Google Dataproc templates written in Python

Project description

Build Status Python Integration Test Status Python Dataproc Cluster Integration Tests Status

Dataproc Templates (Python - PySpark)

AzureBlobStorageToBigQuery
BigQueryToGCS (blogpost link)
CassandraToBigquery
CassandraToGCS (blogpost link)
ElasticsearchToBigQuery
ElasticsearchToBigtable
ElasticsearchToGCS
GCSToBigQuery (blogpost link)
GCSToBigTable (blogpost link)
GCSToGCS(blogpost link)
GCSToJDBC (blogpost link)
GCSToMongo (blogpost link)
HbaseToGCS
HiveToBigQuery (blogpost link)
HiveToGCS(blogpost link)
JDBCToBigQuery (blogpost link)
JDBCToGCS (blogpost link)
JDBCToJDBC (blogpost link)
KafkaToGCS
KafkaToBigQuery
MongoToGCS(blogpost link)
MongoToBigQuery
PubSubLiteToBigtable Deprecated and will be removed in Q1 2025
RedshiftToGCS(blogpost link) Deprecated and will be removed in Q1 2025
S3ToBigQuery
SnowflakeToGCS(blogpost link)
TextToBigQuery Deprecated and will be removed in Q1 2025

Dataproc Templates (Python - PySpark) supports submitting jobs to both Dataproc Serverless using batches submit pyspark and Dataproc Cluster using jobs submit pyspark

Run using PyPi package

In this README, you see instructions on how to run the templates.
Currently, 3 options are described:

Using bin/start.sh
Using gcloud CLI
Using Vertex AI

Those 3 options require you to clone this repo and start running the templates.
The Dataproc Templates PyPi package is a 4th option to run templates from a PySpark environment directly (Dataproc or local/another).
Example:

!pip3 install --user google-dataproc-templates==0.0.3

from dataproc_templates.bigquery.bigquery_to_gcs import BigQueryToGCSTemplate
from pyspark.sql import SparkSession

args = dict()
args["bigquery.gcs.input.table"] = "<bq_dataset>.<bq_table>"
args["bigquery.gcs.input.location"] = "<location>"
args["bigquery.gcs.output.format"] = "<format>"
args["bigquery.gcs.output.mode"] = "<mode>"
args["bigquery.gcs.output.location"] = "gs://<bucket_name/path>"

spark = SparkSession.builder \
        .appName("BIGQUERYTOGCS") \
        .enableHiveSupport() \
        .getOrCreate()

template = BigQueryToGCSTemplate()
template.run(spark, args)

Pro Tip: Start a Dataproc Serverless Spark sessions in a Vertex AI managed notebook, and leverage a serverless Spark session, in which your job will run using Dataproc Serverless, instead of your local PySpark environment.

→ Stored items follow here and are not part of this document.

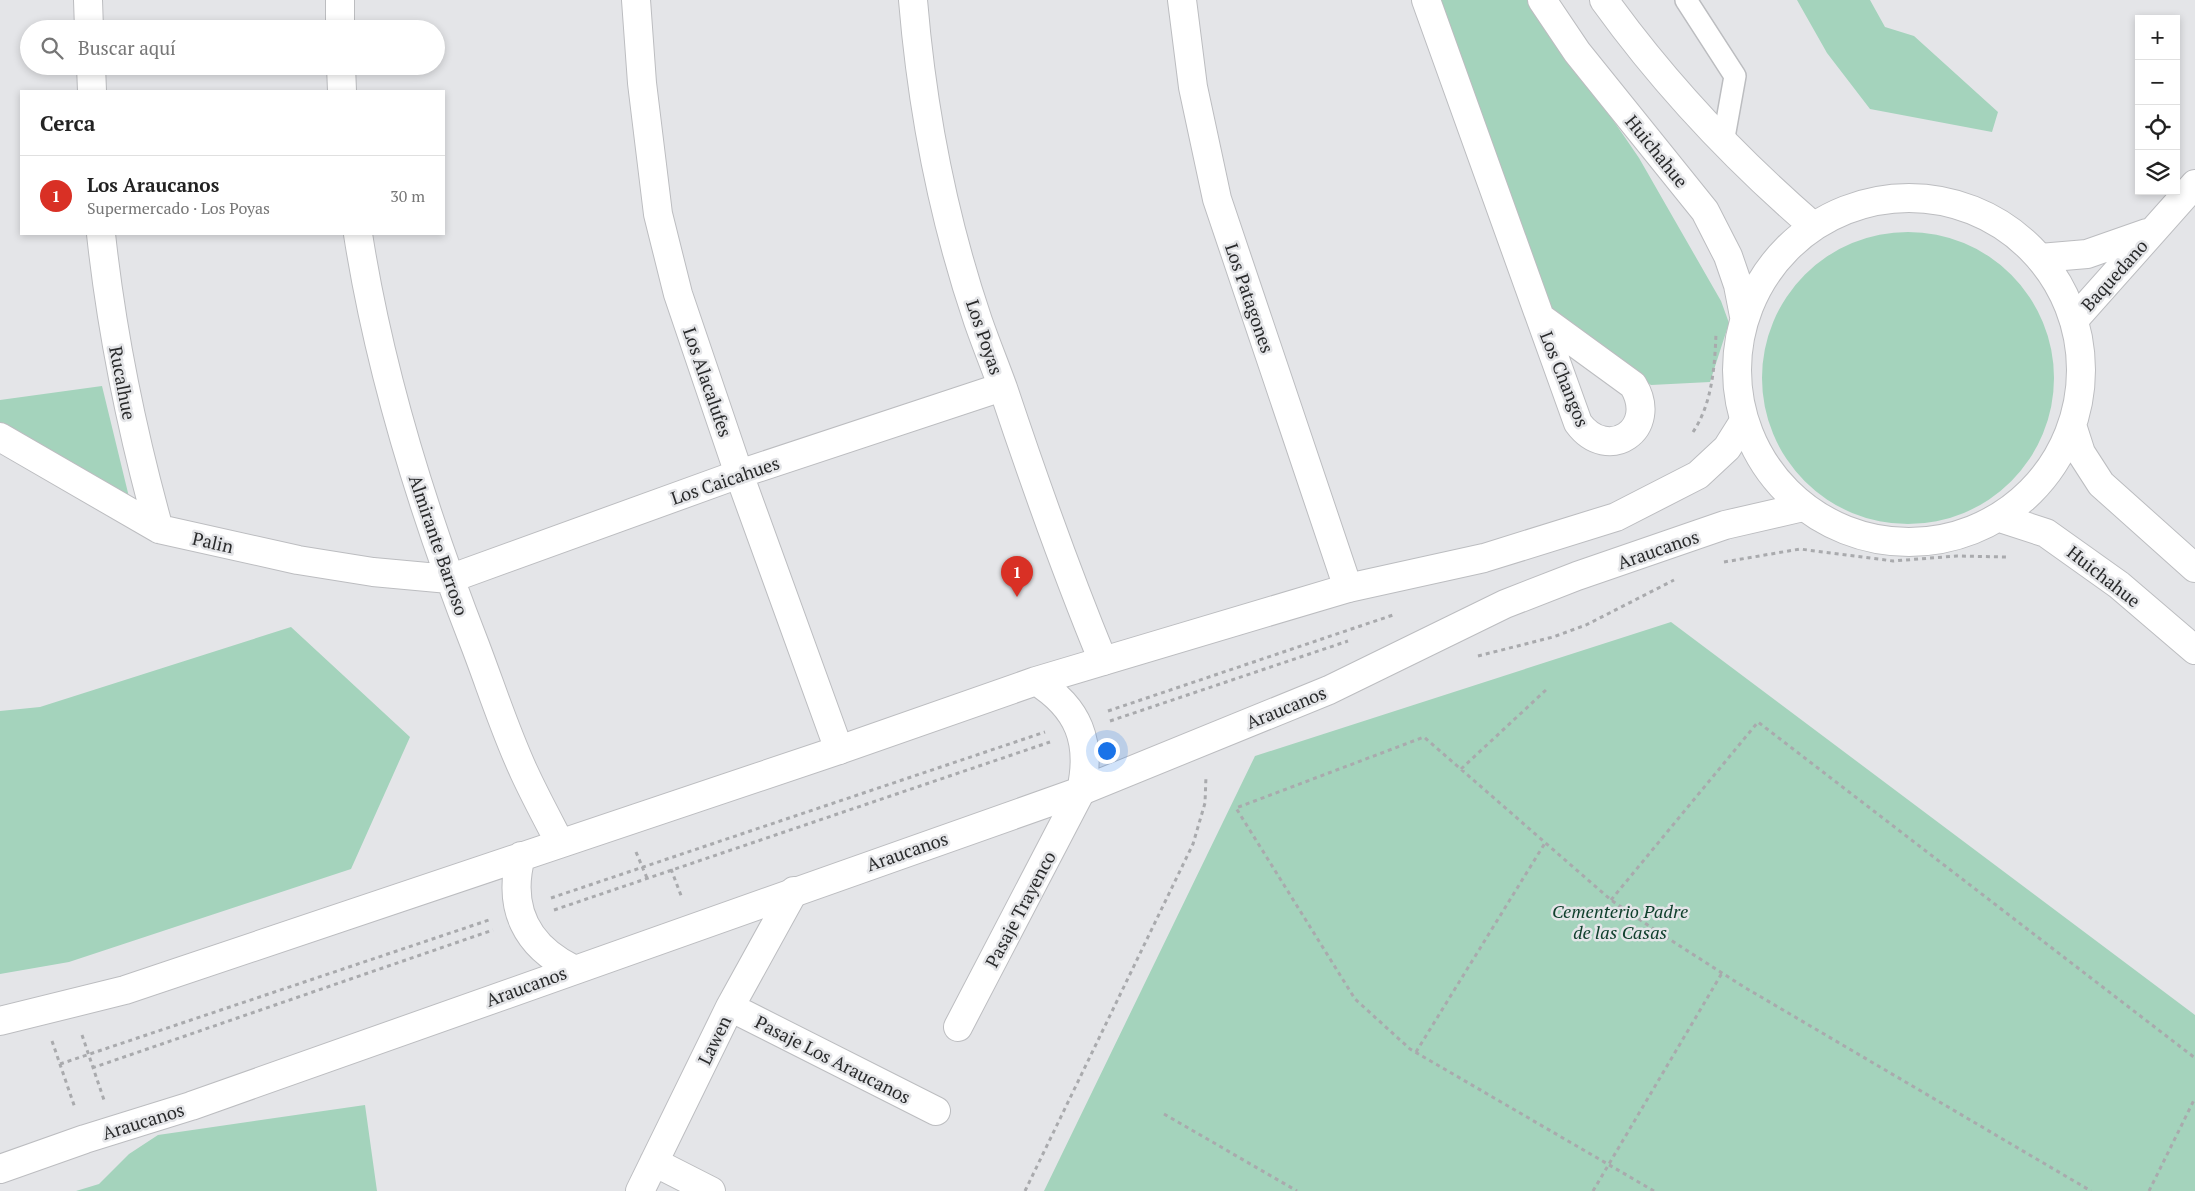 <!DOCTYPE html>
<html lang="es">
<meta charset="utf-8">
<style>
body{margin:0;font-family:"PT Serif",serif;background:#f2f2f2;color:#222}
.controls{position:absolute;right:15px;top:15px;display:grid;overflow:hidden;border-radius:0px;box-shadow:0 2px 8px #0003}
.controls button{width:45px;height:45px;display:grid;place-items:center;padding:0;border:0;border-bottom:1px solid #e0e0e0;background:#fff;color:#222;font:25px sans-serif}
.you{position:absolute;left:1106px;top:750px;width:18px;height:18px;margin:-12px;border:4px solid #fff;border-radius:50%;background:#1a73e8;box-shadow:0 0 0 8px #1a73e833}
.badge{display:grid;place-items:center;width:32px;height:32px;border-radius:50%;background:#d93025;color:#fff;font-size:16px;font-weight:700}
.pin{position:absolute;translate:-50% -41px;filter:drop-shadow(0 1px 2px #0008)}
.pin::after{content:'';position:absolute;top:26px;width:18px;height:15px;background:inherit;clip-path:polygon(0 0,100% 0,50% 100%)}
.list{margin:0;padding:0;list-style:none}
h2{display:flex;justify-content:space-between;align-items:center;height:65px;margin:0;padding:0 20px;font-size:21px}
h2 small{font-size:16px;font-weight:400;color:#767676}
.list li{display:grid;grid-template-columns:32px 1fr auto;gap:15px;align-items:center;box-sizing:border-box;height:80px;padding:0 20px;border-top:1px solid #e0e0e0}
.list b{display:block;font-size:19px;white-space:nowrap}
.list p{margin:0;font-size:16px;white-space:nowrap;color:#767676}
.list em{font-size:16px;font-style:normal;color:#767676}
.icon{flex:none;width:28px;height:28px;fill:none;stroke:currentColor;stroke-width:2;stroke-linecap:round;stroke-linejoin:round}
.map{position:relative;flex:none;width:2195px;height:1191px;overflow:hidden}
.search{position:absolute;background:#fff;box-shadow:0 2px 8px #0003;left:20px;top:20px;width:425px;height:55px;display:flex;align-items:center;gap:12px;box-sizing:border-box;padding:0 18px;border-radius:28px;color:#767676;font-size:19px}
.panel{position:absolute;background:#fff;box-shadow:0 2px 8px #0003;left:20px;top:90px;width:425px;height:145px;border-radius:0px}
.map>svg:first-child{display:block}
.green{fill:#a4d3bc}
.lines{fill:none;stroke-linecap:round;stroke-linejoin:round}
.lane-casing{stroke:#bcbdc0;stroke-width:24}
.street-casing{stroke:#bcbdc0;stroke-width:30}
.secondary-casing{stroke:#bcbdc0;stroke-width:30}
.primary-casing{stroke:#bcbdc0;stroke-width:30}
.path{stroke:#a9aaad;stroke-width:3;stroke-dasharray:4 4;stroke-linecap:butt}
.lane{stroke:#fff;stroke-width:21}
.street{stroke:#fff;stroke-width:28}
.secondary{stroke:#fff;stroke-width:28}
.primary{stroke:#fff;stroke-width:28}
.labels{text-anchor:middle;dominant-baseline:central;stroke-width:5;stroke-linejoin:round;paint-order:stroke}
.street-label{font-size:18px;fill:#292a2b;stroke:#e4e5e8}
.park-label{font-size:18px;font-style:italic;fill:#10402d;stroke:#e4e5e8}
</style>
<div class="map">
<svg width="2195" height="1191" viewBox="0 0 2195 1191">
<rect width="100%" height="100%" fill="#e4e5e8"/>
<!-- green -->
<path class="green" d="M 1433,0 L 1531,0 L 1639,158 L 1721,301 L 1729,323 L 1710,382 L 1651,385 L 1544,302 Z
M 1797,0 L 1870,0 L 1885,27 L 1914,36 L 1998,112 L 1992,132 L 1870,109 L 1827,53 Z
M1762 378a146 146 0 1 1 292 0a146 146 0 1 1-292 0Z
M 102,386 L 129,497 L 0,422 L 0,400 Z
M 1671,622 L 2195,1015 L 2195,1191 L 1044,1191 L 1255,756 Z
M 291,627 L 410,737 L 351,869 L 69,962 L 0,974 L 0,711 L 40,707 Z
M 365,1105 L 377,1191 L 76,1191 L 99,1184 L 129,1154 L 158,1135 Z"/>
<g class="lines">
<!-- lane casing -->
<g class="lane-casing">
<path id="lane" d="M 1686,0 L 1735,76 L 1723,143"/>
</g>
<!-- street casing -->
<g class="street-casing">
<path id="street" d="M 88,0 L 89,29
M 340,0 L 340,29
M 636,0 L 642,83 L 658,214 L 678,294 L 739,474 L 839,750
M 913,0 C 922,108 943,218 978,321 C 986,344 995,366 1003,388 C 1034,481 1066,571 1103,661
M 1182,0 L 1193,87 L 1217,199 L 1348,588
M 1426,0 L 1578,423 C 1608,464 1660,429 1633,385 L 1541,318
M 91,66 L 92,91
M 341,66 L 342,91
M 101,234 C 112,335 132,432 159,529
M 358,234 C 380,375 423,512 475,645 C 491,687 505,731 524,772 C 535,796 548,820 560,843
M 2040,258 L 2087,254 L 2147,233
M 2074,320 L 2195,184
M 0,437 L 159,529 L 298,560 L 373,572 L 449,579 L 739,474 L 1002,387
M 730,1007 L 936,1111
M 958,1027 L 1081,791
M 654,1162 L 711,1191
M 640,1191 L 730,1007 L 794,891"/>
</g>
<!-- secondary casing -->
<g class="secondary-casing">
<path id="secondary" d="M 1036,681 C 1079,708 1092,742 1081,791
M 521,856 C 507,908 526,946 573,969
M 0,1021 L 125,990 L 839,750 L 1036,681 L 1348,588 L 1484,558 L 1616,517 L 1698,475 L 1727,448 L 1744,421
M 0,1169 L 85,1139 L 191,1106 L 1081,791 L 1329,690 L 1505,604 L 1577,576 L 1725,525 L 1803,507"/>
</g>
<!-- primary casing -->
<g class="primary-casing">
<path id="primary" d="M 1542,0 L 1577,52 L 1705,211 L 1728,256 L 1738,285 L 1744,316
M 1604,0 C 1666,86 1733,157 1813,226
M1737 370a172 172 0 1 1 344 0a172 172 0 1 1-344 0Z
M 2072,425 L 2081,453 L 2101,484 L 2195,568
M 2003,519 L 2046,533 L 2119,585 L 2195,650"/>
</g>
<!-- path -->
<path class="path" d="M 1693,432 C 1712,404 1715,366 1716,332
M 1724,562 L 1800,549 L 1893,561 L 1957,556 L 2008,557
M 1478,656 L 1553,637 L 1586,625 L 1674,580
M 1108,711 L 1396,614
M 1110,721 L 1348,641
M 1461,769 L 1547,689
M 636,852 L 647,878
M 671,869 L 682,898
M 551,898 L 1045,732
M 1611,900 L 1758,722 L 2195,1058
M 554,910 L 1050,742
M 82,1035 L 104,1100
M 52,1041 L 75,1108
M 1416,1052 L 1545,843
M 60,1064 L 489,920
M 92,1068 L 493,930
M 1164,1114 L 1297,1191
M 1025,1191 L 1193,844 L 1205,803 L 1206,776
M 1593,1191 L 1722,973
M 1654,1191 L 1410,1049 L 1355,999 L 1236,808 L 1424,737 L 1611,900 L 1658,932 L 1744,987 L 2091,1191
M 2149,1191 L 2195,1098"/>
<!-- lane -->
<use href="#lane" class="lane"/>
<!-- street -->
<use href="#street" class="street"/>
<!-- secondary -->
<use href="#secondary" class="secondary"/>
<!-- primary -->
<use href="#primary" class="primary"/>
</g>
<g class="labels">
<!-- street labels -->
<g class="street-label">
<text transform="translate(1657 151) rotate(51)">Huichahue</text>
<text transform="translate(2114 275) rotate(-48)">Baquedano</text>
<text transform="translate(1250 298) rotate(71)">Los Patagones</text>
<text transform="translate(985 337) rotate(71)">Los Poyas</text>
<text transform="translate(1565 379) rotate(68)">Los Changos</text>
<text transform="translate(708 382) rotate(71)">Los Alacalufes</text>
<text transform="translate(123 383) rotate(79)">Rucalhue</text>
<text transform="translate(725 480) rotate(-19)">Los Caicahues</text>
<text transform="translate(213 542) rotate(13)">Palin</text>
<text transform="translate(439 545) rotate(71)">Almirante Barroso</text>
<text transform="translate(1658 549) rotate(-19)">Araucanos</text>
<text transform="translate(2104 576) rotate(38)">Huichahue</text>
<text transform="translate(1286 707) rotate(-22)">Araucanos</text>
<text transform="translate(907 851) rotate(-19)">Araucanos</text>
<text transform="translate(1020 909) rotate(-62)">Pasaje Trayenco</text>
<text transform="translate(526 986) rotate(-20)">Araucanos</text>
<text transform="translate(714 1040) rotate(-64)">Lawen</text>
<text transform="translate(833 1059) rotate(27)">Pasaje Los Araucanos</text>
<text transform="translate(143 1121) rotate(-17)">Araucanos</text>
</g>
<!-- park labels -->
<g class="park-label">
<text x="1620" y="911">Cementerio Padre<tspan x="1620" dy="21">de las Casas</tspan></text>
</g>
</g>
</svg>
<div class="controls">
<button>+</button>
<button>−</button>
<button><svg class="icon" aria-label="locate" viewBox="0 0 24 24"><circle cx="12" cy="12" r="6"/><path d="M12 2v4M12 18v4M2 12h4M18 12h4"/></svg></button>
<button><svg class="icon" aria-label="layers" viewBox="0 0 24 24"><path d="M12 4l9 5-9 5-9-5zM3 14l9 5 9-5"/></svg></button>
</div>
<div class="you"></div>
<div class="pin badge" style="left:1017px;top:597px">1</div>
<div class="search"><svg class="icon" aria-label="search" viewBox="0 0 24 24"><circle cx="10" cy="10" r="6"/><path d="M15 15l6 6"/></svg>Buscar aquí</div>
<section class="panel">
<h2>Cerca<small></small></h2>
<ul class="list">
<li><span class="badge">1</span><div><b>Los Araucanos</b><p>Supermercado · Los Poyas</p></div><em>30 m</em></li>
</ul>
</section>
</div>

While this provides an easy way to get started, remember that the bin/start.sh already provides an easy way for you to, for example, specify required .jar dependencies. Using the PyPi package, you need to configure your PySpark sessions in accordance with the requirements of your specific template. You would need to, for example, specify the spark.driver.extraClassPath configuration:

spark = SparkSession.builder \
        ... \
        .config('spark.driver.extraClassPath', '<template_required_dependency>.jar')
        ... \
        .getOrCreate()

Setting up the local environment

It is recommended to use a virtual environment when setting up the local environment. This setup is not required for submitting templates, only for running and developing locally.

# Create a virtual environment, activate it and install requirements
mkdir venv
python -m venv venv/
source venv/bin/activate
pip install -r requirements.txt

Running unit tests

Unit tests are developed using pytest.

To run all unit tests, simply run pytest:

pytest

To generate a coverage report, run the tests using coverage

coverage run \
  --source=dataproc_templates \
  --module pytest \
  --verbose \
  test

coverage report --show-missing

Running Templates

The Dataproc Templates (Python - PySpark) support both serverless and cluster modes. By default, serverless mode is used. To run these templates use the gcloud CLI directly or the provided start.sh shell script.

Serverless Mode (Default)

Submits job to Dataproc Serverless using the batches submit pyspark command.

Cluster Mode

Submits job to a Dataproc Standard cluster using the jobs submit pyspark command.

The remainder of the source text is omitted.